Showing posts with label Hackett. Show all posts
Showing posts with label Hackett. Show all posts

Thursday, August 30, 2018

Ford Motor Co plans product blitz under new CEO Jim Hackett

DETROIT — Ford Motor Co.'s product development direction has taken a drastic turn under new CEO Jim Hackett.

No longer is the automaker content to compete in segments where it can't win, even if that means sacrificing a relatively popular vehicle that brings in more than 200,000 sales a year, as in the case of the Fusion sedan, which will leave the U.S. by early next decade. And it wants to further capitalize on the strengths of its best-selling F-series pickups and Transit vans while expanding its utility lineup to include fun off-roaders and more performance-oriented crossovers.
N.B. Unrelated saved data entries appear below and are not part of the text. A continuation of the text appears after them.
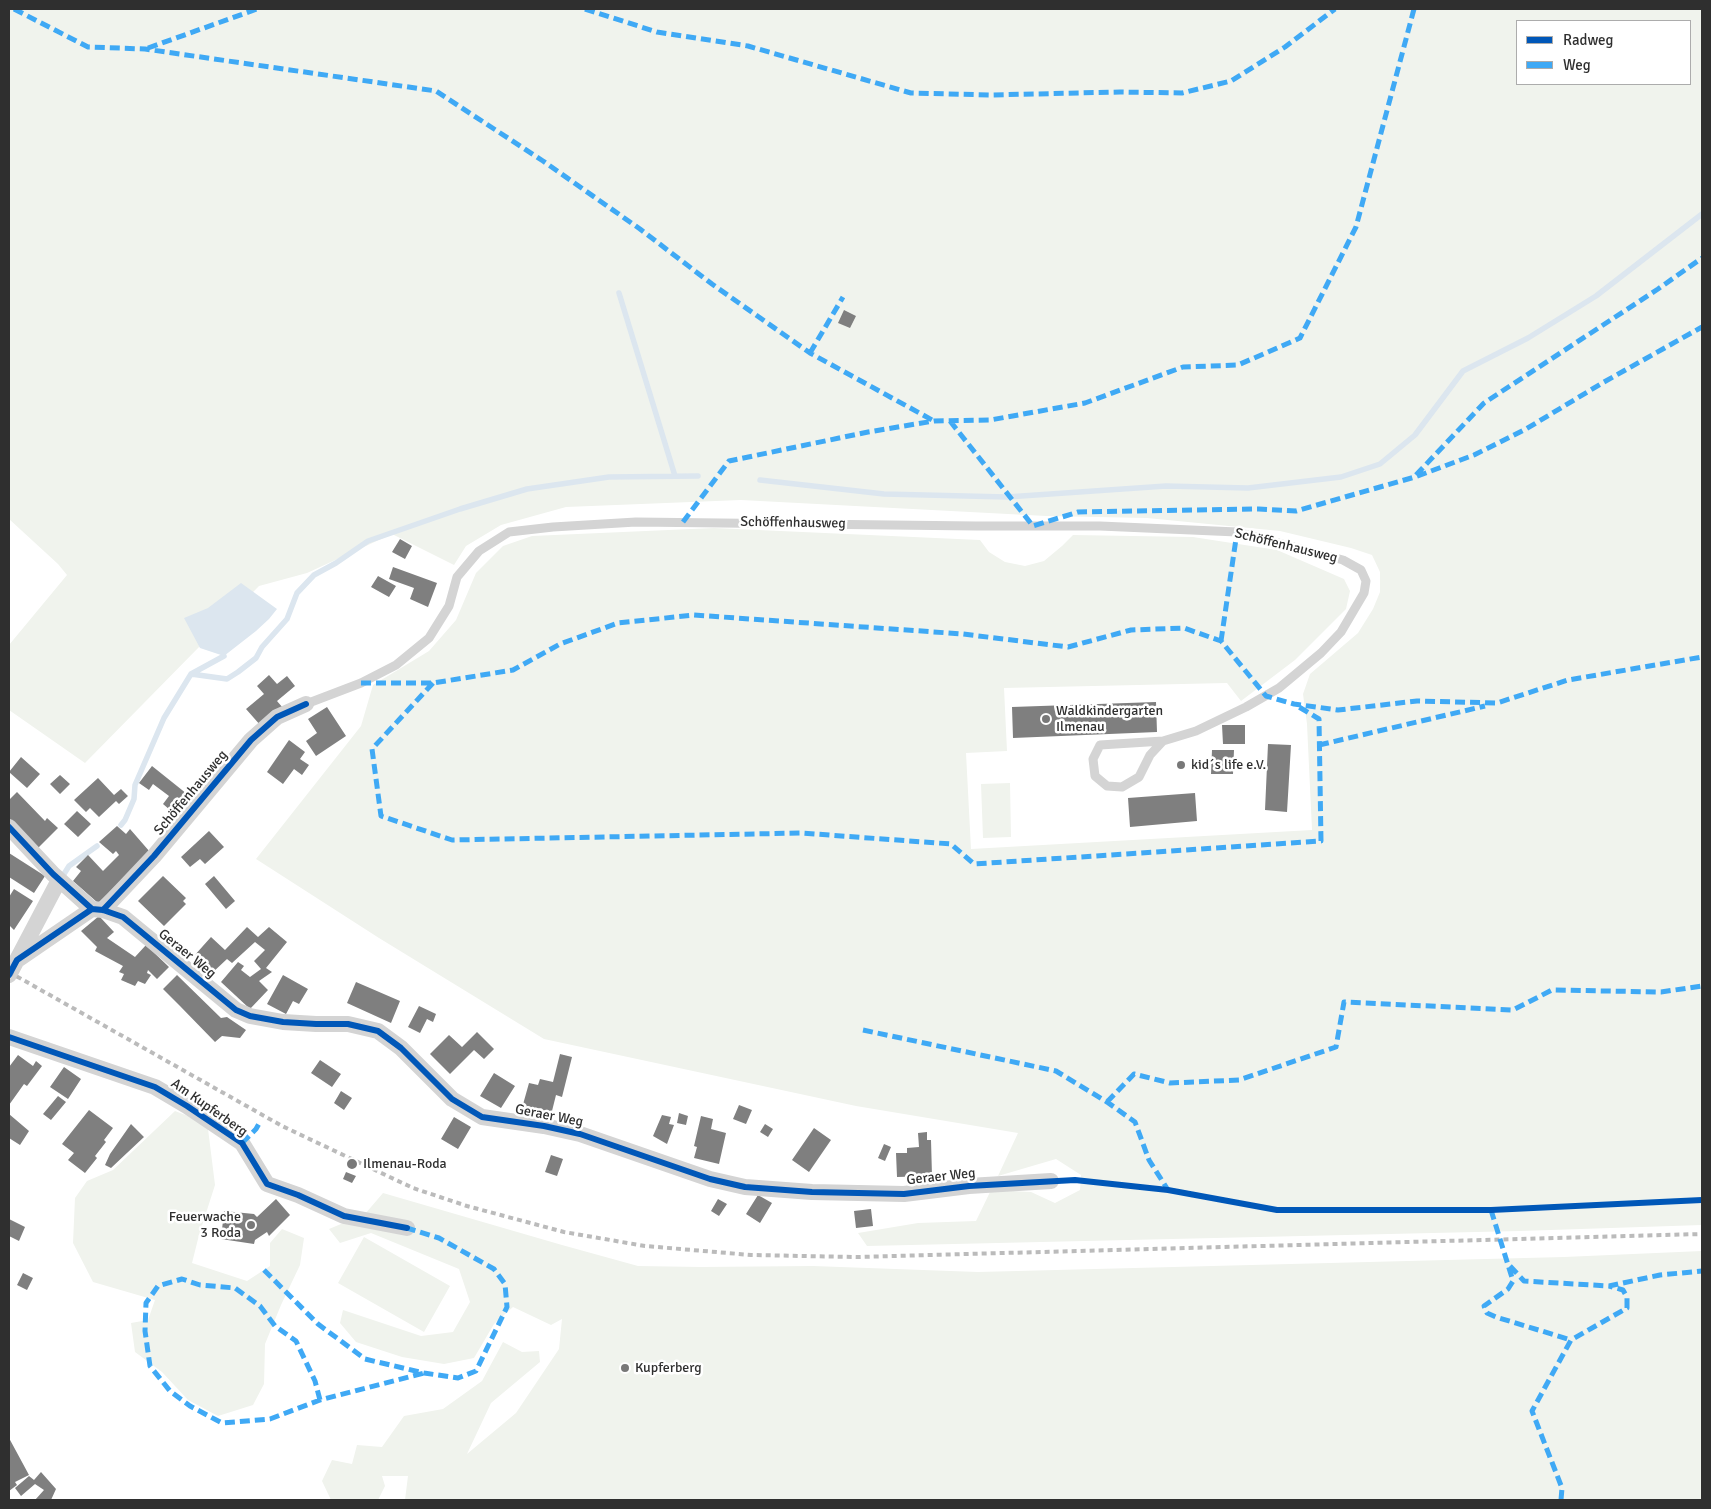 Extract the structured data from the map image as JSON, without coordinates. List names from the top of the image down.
{
  "streets": {
    "street": ["Schöffenhausweg", "Geraer Weg", "Am Kupferberg"]
  },
  "crossings": [
    ["Schöffenhausweg", "Geraer Weg"]
  ],
  "places": [
    "Waldkindergarten Ilmenau",
    "kid´s life e.V.",
    "Ilmenau-Roda",
    "Feuerwache 3 Roda",
    "Kupferberg"
  ],
  "legend": ["Radweg", "Weg"]
}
By 2020, Ford expects 86 percent of its volume will come from pickups, SUVs and commercial vehicles.

Its Lincoln luxury brand is taking a similar tone, placing more of an emphasis on utilities, including the Nautilus, Aviator and Navigator, as it continues the climb back to relevancy.

The brands' biggest problem in recent years has been a dearth of new product. The Escape and Explorer crossovers, while popular, have grown stale. They'll both be redesigned by the end of next year. Ford is — finally — reintroducing the Ranger midsize pickup, in early 2019, and the much-hyped Bronco will bow in 2020.

A Mustang-inspired battery-electric crossover, Ford's answer to Tesla and the Chevrolet Bolt, also will debut in 2020.

By then, Ford Motor expects to have the freshest showroom in the industry, with an average vehicle age of 3.3 years.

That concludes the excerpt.